DATA FOR THE TASK:
- Opening Delimiter -

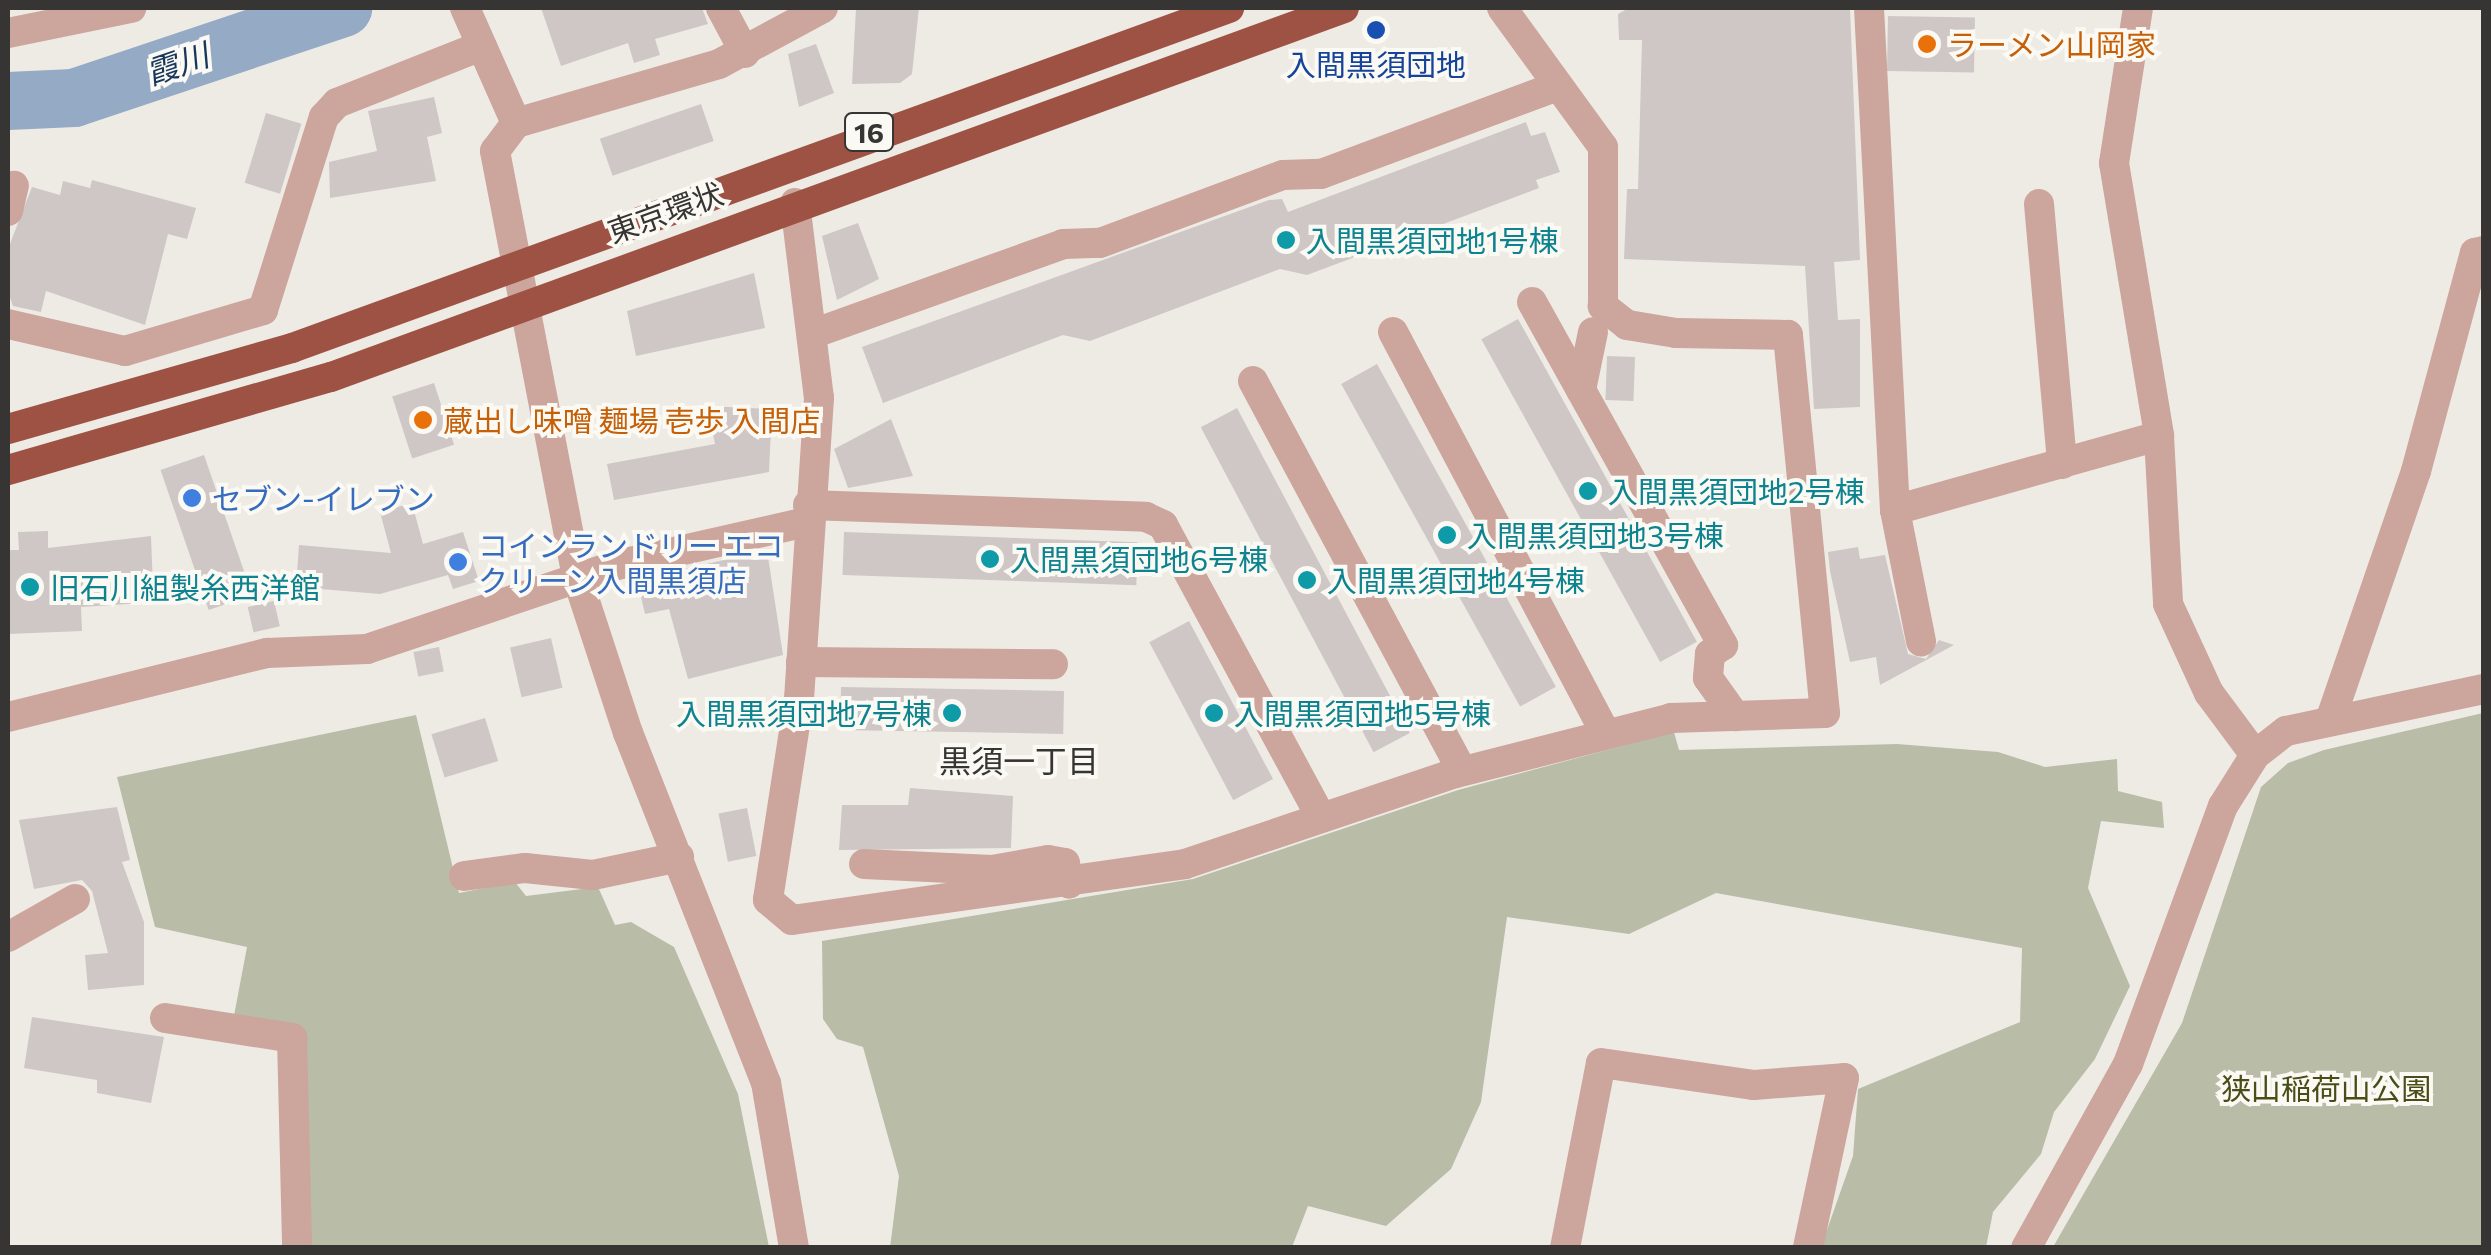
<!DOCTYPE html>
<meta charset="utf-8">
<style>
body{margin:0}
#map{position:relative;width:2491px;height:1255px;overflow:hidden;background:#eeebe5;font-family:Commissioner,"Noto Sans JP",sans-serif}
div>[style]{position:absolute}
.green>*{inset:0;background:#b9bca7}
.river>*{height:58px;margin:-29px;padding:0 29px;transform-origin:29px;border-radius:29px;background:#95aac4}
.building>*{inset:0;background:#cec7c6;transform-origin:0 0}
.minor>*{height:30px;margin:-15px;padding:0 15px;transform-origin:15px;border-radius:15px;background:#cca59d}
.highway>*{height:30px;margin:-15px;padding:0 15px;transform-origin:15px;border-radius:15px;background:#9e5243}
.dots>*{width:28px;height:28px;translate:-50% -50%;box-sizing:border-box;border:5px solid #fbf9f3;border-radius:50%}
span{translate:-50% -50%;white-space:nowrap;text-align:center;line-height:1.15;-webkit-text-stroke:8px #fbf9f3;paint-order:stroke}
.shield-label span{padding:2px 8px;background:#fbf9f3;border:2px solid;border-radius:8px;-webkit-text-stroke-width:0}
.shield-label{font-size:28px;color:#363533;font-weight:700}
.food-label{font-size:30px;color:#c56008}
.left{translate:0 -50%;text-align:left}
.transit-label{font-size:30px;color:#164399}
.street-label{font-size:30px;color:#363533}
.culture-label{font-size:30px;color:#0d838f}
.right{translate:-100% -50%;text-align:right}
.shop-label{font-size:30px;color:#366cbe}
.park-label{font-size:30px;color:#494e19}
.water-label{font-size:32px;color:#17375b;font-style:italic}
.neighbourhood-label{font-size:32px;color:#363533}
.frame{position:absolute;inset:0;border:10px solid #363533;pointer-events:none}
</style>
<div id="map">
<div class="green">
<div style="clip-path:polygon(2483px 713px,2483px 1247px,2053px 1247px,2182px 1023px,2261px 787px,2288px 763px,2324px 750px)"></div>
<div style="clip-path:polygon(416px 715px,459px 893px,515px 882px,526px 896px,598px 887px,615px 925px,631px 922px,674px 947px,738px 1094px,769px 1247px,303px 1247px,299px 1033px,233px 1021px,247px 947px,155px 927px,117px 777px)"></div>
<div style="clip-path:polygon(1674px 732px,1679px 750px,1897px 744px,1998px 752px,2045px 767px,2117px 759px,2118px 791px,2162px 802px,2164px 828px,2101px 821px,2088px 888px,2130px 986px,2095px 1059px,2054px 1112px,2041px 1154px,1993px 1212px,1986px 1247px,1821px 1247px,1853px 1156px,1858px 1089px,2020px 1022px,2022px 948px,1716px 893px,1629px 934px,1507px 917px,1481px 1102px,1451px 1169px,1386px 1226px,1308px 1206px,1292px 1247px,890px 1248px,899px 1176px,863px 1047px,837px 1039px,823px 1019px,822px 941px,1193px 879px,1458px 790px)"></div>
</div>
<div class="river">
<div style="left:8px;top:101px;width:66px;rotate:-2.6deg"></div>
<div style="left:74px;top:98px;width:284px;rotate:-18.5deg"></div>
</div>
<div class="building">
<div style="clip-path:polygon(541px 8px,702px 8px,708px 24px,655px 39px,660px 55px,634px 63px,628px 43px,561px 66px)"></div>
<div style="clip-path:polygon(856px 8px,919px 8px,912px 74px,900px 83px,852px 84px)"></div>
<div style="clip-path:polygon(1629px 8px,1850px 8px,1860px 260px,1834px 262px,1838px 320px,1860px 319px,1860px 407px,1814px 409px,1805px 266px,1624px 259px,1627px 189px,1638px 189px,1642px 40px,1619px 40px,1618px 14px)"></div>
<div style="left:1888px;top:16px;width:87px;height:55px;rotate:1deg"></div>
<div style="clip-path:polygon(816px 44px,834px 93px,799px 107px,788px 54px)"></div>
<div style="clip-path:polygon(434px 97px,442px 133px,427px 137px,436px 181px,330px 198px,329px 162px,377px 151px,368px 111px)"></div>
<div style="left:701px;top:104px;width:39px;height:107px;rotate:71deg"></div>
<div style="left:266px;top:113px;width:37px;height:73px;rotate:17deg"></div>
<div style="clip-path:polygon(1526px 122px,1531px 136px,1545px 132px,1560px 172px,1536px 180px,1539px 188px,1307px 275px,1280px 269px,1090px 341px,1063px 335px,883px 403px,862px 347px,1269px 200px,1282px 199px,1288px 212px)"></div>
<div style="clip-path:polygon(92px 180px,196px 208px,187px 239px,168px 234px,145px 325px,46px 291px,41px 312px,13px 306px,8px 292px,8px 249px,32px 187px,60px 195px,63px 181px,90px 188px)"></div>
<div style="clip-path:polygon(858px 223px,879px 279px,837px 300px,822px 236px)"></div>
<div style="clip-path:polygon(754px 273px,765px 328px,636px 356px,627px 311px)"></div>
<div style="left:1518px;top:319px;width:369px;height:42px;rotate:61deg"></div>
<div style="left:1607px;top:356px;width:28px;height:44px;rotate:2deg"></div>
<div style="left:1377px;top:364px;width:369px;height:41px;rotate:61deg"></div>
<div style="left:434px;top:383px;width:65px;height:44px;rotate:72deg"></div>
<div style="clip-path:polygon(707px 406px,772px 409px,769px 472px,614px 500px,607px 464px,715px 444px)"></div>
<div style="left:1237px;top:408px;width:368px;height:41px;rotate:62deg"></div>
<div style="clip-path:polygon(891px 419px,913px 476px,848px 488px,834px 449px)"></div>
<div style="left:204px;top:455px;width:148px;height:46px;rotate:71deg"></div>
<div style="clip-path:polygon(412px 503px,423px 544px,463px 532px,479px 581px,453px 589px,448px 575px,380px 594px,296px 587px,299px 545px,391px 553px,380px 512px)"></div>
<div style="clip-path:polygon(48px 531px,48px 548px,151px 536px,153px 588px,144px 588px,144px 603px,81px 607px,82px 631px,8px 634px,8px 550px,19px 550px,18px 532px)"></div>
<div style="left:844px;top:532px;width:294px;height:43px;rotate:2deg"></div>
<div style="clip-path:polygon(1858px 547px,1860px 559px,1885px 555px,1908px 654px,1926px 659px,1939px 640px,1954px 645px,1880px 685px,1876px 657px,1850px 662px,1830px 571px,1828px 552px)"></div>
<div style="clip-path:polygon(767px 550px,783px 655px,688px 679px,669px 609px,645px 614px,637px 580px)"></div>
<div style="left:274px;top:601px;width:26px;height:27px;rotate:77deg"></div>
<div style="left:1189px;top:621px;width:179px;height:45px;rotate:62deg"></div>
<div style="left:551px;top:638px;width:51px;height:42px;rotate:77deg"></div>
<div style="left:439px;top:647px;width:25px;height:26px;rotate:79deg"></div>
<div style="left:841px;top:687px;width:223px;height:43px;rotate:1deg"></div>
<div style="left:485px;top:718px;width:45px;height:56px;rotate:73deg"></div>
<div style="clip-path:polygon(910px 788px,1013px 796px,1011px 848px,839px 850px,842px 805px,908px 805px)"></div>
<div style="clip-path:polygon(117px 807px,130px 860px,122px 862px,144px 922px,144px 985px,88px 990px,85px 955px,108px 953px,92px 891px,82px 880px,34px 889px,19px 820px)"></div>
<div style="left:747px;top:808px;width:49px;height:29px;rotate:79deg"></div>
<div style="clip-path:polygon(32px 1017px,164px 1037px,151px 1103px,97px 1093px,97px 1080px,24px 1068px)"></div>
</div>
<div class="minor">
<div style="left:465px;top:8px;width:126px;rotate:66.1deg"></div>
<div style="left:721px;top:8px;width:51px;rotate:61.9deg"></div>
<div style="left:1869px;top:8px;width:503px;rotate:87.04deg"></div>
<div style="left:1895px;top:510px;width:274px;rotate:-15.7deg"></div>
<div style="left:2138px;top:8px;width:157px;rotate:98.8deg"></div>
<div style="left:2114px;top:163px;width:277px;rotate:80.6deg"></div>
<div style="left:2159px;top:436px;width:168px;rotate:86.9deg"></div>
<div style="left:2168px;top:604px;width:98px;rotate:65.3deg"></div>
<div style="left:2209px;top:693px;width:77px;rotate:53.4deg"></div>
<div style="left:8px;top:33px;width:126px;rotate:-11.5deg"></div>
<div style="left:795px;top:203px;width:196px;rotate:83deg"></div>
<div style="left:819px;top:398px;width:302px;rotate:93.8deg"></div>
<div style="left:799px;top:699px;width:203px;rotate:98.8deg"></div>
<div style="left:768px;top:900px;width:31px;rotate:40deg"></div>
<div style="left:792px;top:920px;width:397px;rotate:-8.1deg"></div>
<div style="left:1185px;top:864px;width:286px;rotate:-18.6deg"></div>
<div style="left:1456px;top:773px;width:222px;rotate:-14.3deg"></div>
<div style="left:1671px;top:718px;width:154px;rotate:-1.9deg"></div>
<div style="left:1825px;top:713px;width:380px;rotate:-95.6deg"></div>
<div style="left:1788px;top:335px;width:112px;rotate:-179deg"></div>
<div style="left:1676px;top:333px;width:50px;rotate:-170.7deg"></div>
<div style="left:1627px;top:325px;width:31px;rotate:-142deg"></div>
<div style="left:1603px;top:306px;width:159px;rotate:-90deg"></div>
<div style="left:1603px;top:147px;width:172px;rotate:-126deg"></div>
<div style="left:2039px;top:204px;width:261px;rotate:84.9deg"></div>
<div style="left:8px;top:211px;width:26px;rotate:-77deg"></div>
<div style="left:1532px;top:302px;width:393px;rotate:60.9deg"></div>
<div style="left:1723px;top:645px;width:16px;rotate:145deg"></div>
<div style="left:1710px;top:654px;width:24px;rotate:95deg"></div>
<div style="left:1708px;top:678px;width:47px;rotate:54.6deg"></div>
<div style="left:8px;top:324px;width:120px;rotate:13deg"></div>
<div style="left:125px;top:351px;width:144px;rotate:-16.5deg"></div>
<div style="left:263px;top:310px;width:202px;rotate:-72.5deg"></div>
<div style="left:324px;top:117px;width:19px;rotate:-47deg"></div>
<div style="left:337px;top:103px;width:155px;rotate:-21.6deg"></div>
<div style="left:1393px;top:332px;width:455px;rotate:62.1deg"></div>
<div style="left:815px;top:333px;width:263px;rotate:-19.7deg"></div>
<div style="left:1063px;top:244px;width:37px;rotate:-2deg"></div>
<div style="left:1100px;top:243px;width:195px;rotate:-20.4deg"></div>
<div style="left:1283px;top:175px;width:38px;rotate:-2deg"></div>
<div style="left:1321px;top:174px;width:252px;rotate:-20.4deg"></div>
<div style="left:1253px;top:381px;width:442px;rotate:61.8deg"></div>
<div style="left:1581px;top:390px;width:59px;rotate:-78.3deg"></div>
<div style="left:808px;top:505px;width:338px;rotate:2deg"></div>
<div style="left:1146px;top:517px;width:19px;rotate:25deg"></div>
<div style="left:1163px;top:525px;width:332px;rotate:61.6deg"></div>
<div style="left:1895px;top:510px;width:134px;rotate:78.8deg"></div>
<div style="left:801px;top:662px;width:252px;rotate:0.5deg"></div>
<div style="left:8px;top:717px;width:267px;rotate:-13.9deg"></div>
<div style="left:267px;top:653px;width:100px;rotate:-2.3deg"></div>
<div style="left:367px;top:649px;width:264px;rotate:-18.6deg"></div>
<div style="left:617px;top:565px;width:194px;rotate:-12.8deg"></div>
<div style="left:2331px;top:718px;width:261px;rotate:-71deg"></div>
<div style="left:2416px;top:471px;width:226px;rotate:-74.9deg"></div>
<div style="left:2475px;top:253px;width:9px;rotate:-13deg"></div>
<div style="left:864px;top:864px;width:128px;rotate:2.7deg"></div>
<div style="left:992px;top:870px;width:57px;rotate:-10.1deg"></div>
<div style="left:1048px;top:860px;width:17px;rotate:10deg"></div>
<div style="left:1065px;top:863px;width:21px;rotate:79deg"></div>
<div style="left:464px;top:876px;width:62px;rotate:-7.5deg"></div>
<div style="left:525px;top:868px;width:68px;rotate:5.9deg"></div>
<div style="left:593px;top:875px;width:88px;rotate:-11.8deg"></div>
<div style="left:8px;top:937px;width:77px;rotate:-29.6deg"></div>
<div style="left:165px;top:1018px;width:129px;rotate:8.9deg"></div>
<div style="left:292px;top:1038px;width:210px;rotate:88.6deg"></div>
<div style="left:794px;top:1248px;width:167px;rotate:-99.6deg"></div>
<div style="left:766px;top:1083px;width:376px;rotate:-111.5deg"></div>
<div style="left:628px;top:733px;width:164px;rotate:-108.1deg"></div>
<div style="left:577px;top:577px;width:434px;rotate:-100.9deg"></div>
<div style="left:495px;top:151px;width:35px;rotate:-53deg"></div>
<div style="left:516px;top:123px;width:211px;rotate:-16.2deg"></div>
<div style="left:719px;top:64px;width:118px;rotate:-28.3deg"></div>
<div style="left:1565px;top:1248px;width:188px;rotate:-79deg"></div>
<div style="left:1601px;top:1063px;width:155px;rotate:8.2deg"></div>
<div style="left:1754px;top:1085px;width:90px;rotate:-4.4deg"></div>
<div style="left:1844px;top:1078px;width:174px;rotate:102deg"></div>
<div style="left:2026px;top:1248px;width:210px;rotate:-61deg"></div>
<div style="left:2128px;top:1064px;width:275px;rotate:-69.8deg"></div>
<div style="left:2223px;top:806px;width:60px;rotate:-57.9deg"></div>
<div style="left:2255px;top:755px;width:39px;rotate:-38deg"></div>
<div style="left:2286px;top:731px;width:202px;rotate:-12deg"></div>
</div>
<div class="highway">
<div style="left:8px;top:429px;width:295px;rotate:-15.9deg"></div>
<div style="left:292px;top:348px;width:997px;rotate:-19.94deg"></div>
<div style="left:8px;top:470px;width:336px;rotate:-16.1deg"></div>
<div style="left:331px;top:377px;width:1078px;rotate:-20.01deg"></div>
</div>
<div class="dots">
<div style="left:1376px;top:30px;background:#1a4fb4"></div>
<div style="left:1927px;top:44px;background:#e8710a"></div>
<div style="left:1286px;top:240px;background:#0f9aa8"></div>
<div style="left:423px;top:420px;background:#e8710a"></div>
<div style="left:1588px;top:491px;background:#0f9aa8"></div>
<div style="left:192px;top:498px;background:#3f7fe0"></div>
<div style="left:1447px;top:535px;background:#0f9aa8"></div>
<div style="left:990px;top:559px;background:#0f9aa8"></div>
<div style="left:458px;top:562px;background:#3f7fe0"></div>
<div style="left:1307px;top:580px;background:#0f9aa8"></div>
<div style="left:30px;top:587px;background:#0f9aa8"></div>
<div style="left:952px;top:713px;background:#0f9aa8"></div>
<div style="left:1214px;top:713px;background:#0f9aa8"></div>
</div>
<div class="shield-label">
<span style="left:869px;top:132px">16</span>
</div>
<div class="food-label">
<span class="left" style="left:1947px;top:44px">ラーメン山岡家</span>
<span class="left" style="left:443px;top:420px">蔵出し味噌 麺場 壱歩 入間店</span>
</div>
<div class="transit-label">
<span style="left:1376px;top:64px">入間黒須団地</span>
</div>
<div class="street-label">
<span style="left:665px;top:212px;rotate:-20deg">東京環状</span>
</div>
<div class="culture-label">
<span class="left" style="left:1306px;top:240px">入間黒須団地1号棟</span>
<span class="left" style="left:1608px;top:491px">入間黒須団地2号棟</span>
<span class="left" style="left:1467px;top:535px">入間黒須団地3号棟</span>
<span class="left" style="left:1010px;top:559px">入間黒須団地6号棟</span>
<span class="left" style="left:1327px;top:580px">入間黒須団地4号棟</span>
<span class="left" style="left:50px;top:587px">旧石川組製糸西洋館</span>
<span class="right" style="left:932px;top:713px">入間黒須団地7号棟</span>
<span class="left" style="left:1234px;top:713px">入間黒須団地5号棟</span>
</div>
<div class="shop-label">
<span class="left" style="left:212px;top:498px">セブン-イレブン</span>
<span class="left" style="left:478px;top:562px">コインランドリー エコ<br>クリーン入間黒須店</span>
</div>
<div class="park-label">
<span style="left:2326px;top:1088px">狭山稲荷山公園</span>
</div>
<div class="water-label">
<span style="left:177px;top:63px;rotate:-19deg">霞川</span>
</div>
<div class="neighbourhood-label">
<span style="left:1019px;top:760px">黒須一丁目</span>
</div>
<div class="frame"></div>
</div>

- Closing Delimiter -

EXERCISE DETAILS: Would you tally the lines above holding "river" and reply with the total alone?

OUTPUT OF THE EXERCISE: 2